The Movement for Reform Judaism has just published its new funeral service. It contains material – readings, poems – recommended by, among others, the devotedly atheist Claire Rayner. The purpose is, according to Rabbi Jonathan Magonet, to “allow more options to make it easier for rabbis taking the service to meet the needs of the people who are there.”
It’s all about inclusivity. In addition to secular readings there are prayers for stillborns and suicides.
The rationale for reaching out to non-believers, says Magonet, is to meet the needs of families who want a religious funeral for a non-believer: “The family can be in a bit of a quandary.
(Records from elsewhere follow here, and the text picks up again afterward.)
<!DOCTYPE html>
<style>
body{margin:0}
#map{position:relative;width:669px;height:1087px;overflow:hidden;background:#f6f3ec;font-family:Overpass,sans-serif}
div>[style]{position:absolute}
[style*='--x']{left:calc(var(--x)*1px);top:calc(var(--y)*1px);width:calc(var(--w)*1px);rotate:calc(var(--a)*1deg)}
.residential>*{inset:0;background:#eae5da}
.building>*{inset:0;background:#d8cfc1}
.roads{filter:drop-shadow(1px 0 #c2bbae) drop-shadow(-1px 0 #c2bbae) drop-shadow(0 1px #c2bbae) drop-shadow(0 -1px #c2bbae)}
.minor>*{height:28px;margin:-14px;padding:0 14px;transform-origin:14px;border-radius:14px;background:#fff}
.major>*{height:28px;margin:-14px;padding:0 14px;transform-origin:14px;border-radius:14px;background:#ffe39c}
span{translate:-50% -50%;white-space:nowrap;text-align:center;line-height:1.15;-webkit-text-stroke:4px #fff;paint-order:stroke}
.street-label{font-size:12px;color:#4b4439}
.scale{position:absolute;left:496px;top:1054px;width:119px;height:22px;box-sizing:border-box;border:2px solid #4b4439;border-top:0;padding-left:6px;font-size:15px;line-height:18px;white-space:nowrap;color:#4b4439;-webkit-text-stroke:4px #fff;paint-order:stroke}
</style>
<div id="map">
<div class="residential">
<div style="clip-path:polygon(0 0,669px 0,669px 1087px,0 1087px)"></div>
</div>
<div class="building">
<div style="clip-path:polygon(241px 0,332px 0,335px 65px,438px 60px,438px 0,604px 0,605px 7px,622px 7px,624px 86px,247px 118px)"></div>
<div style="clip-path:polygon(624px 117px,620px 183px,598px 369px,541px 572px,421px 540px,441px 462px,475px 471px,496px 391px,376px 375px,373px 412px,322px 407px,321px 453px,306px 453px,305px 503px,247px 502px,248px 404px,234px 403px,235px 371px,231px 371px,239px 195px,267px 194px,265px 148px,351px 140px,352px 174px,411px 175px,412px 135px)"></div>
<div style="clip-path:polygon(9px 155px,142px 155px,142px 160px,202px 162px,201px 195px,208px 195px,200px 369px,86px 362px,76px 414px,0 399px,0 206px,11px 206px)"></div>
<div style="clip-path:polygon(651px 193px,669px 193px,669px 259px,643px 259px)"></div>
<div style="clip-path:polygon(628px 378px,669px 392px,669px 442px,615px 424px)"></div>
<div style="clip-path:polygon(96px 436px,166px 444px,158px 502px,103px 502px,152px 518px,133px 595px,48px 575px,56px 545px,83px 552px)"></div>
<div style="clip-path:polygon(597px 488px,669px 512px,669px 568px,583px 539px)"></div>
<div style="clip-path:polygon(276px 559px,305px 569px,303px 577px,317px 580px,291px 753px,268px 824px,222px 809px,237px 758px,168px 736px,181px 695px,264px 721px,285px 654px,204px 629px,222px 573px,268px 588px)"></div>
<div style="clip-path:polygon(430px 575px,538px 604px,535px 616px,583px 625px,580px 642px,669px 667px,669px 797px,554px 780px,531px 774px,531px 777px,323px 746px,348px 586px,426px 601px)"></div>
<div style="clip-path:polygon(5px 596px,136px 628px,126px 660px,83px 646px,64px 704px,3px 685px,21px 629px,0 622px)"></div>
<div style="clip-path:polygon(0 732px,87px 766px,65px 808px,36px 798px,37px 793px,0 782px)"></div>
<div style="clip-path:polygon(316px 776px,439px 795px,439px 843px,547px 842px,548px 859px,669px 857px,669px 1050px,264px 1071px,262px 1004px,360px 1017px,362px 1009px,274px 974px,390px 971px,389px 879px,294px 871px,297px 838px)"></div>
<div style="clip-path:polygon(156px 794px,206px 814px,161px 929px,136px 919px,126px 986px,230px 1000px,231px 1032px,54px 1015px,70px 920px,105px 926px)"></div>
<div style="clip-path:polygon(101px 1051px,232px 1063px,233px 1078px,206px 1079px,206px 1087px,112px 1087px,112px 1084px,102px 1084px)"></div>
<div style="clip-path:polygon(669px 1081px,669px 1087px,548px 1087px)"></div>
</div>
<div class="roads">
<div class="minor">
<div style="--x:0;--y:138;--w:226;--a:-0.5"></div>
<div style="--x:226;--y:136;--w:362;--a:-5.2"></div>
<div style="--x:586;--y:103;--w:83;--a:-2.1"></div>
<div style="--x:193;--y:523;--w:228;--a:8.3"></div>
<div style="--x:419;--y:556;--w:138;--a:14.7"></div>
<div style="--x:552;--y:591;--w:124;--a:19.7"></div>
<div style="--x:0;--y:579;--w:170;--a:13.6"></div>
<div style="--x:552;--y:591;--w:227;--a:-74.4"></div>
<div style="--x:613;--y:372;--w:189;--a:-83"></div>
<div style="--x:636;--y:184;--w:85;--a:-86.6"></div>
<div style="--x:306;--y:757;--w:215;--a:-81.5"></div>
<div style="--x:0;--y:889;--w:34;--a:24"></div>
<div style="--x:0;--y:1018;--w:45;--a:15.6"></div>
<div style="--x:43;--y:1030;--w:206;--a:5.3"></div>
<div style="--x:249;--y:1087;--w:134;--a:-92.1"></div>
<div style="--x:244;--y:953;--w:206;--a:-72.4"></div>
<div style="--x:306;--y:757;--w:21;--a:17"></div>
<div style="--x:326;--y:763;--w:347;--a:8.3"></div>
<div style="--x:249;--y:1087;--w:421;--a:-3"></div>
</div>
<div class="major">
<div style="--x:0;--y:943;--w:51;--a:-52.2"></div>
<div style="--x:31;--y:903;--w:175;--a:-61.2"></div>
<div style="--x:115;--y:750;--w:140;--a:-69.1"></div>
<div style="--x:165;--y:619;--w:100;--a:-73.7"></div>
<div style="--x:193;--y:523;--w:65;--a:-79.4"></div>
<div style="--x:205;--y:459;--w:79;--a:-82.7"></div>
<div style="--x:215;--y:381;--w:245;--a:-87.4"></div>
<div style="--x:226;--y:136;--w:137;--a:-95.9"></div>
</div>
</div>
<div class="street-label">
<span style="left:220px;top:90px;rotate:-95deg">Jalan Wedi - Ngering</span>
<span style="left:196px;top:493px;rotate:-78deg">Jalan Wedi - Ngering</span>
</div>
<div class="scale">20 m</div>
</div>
If you respect the beliefs of the person who is dead, then the liturgical stuff would have been very strange and not asked for. But the family needs to have the comfort of a proper religious funeral.”
Says Claire Rayner, “I see it as a progressive move. I think it’s splendid to reach out to atheists who may be in the congregation. It is a mature and grown up way to behave.”
It sounds a bit like the sort of ceremony delivered by civil celebrants with this difference: it’s not an essentially secular affair with religious elements, it’s the other way around. And the same potential criticism applies. If it makes no sense for a civil celebrant to recite prayers they don’t believe, it makes no sense for people of faith to acknowledge a faith position which is the mortal enemy of their own. For as Ms Rayner says, “Belief is a bad habit.”
A funeral ceremony which embraces antithetical beliefs is either incoherent or it’s not. It’s your call.
But can you see atheists being so accommodating? And who’s to say they wouldn’t be right?